September 15, 2014

    ACL Return to Play – Why you should not Test

    Two of the last three posts have dealt with an objective assessment for early return to play through static stability as well as more dynamic evaluations for the impact found in all sports. Today we’re going to discuss how those same principles and procedures can apply to lower body injuries, and the specific monitoring we use to evaluate those athletes. Notice the absence of the word “test” because the real power of any intervention is frequency, how often we can guide and realign direction to ensure the most efficient solutions.

    When designing the assessments, we wanted to get at the root of why the athlete sustained the injury in the first place. Ligaments and other connective tissues rupture and tear because of a lack of stability. An injury occurs when the athlete is unable to stabilize the movements of their bones, and the connective tissues cannot bear the increased load. So we wanted the scan to be an objective evaluation of the athletes’ ability to stabilize. In addition, the scan needed to be performed unilaterally so injured limbs could be compared to non-injured limbs. The scan is a simple single leg knee-up-hold performed for 30 seconds on the force plate.

    Again, we used a closed chain movement to eliminate impact (some of the athletes performing the scan are only 1 week out from ACL surgery), remove subjectivity and make the scan more valid.

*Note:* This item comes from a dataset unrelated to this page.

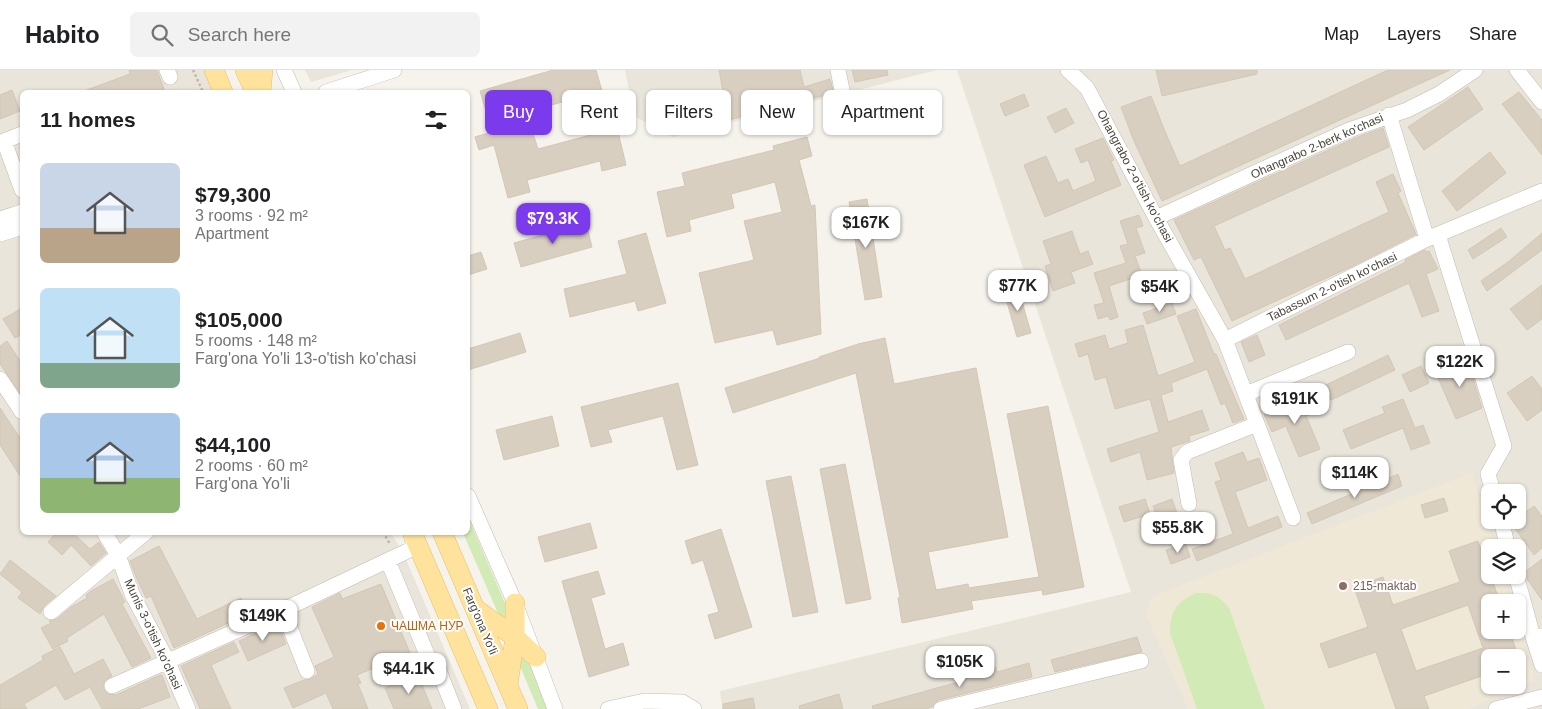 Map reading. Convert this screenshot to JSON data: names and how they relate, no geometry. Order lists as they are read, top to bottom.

The force plate measures your lower body stability and injury status through sway velocity; the average speed of the change of the center of pressure, which is calculated by dividing the total length of the trajectory (in millimeters) of the center of pressure by the recording period length (in seconds-so 30). The smaller the center of pressure (and therefore sway velocity), the more stable the lower body. Athletes perform the scan with their eyes closed to allow for a better assessment of balance for Return to Play evaluations. In addition, some research papers have found elite athletes exhibit greater reliability of the scan and variables when the athletes’ eyes are closed, as well as when they are fatigued. So this eyes closed method likely provides a more challenging environment for the athlete, especially when frequency is the key to any assessment.

    We recently used the lower body Sway Scan to rehab a female collegiate soccer player from ACL surgery. Her Sway Scan showed that she was missing anterior to posterior stability, diagnosed by comparing her injured leg’s center of pressure velocity to her healthy leg, as well as comparing each leg to the female athlete normative values. Her injured leg’s sway velocity was higher than her healthy leg creating a need for intervention, but also both extremities were below the athlete average so there was an additional risk of just general instability.

    Retrospectively, we have been able to correlate this stability shortcoming to her jump scan’s lack of strength (DRIVE). To increase her specific strength needs, we prescribed elevated split squats which increased her DRIVE. We also performed manual therapy (using the Graston technique) to help reduce the residual scar tissue and adhesions common from the patella graft.

    The athlete is healthy for the first time in 3 years, playing her sport, which is the ultimate “test.”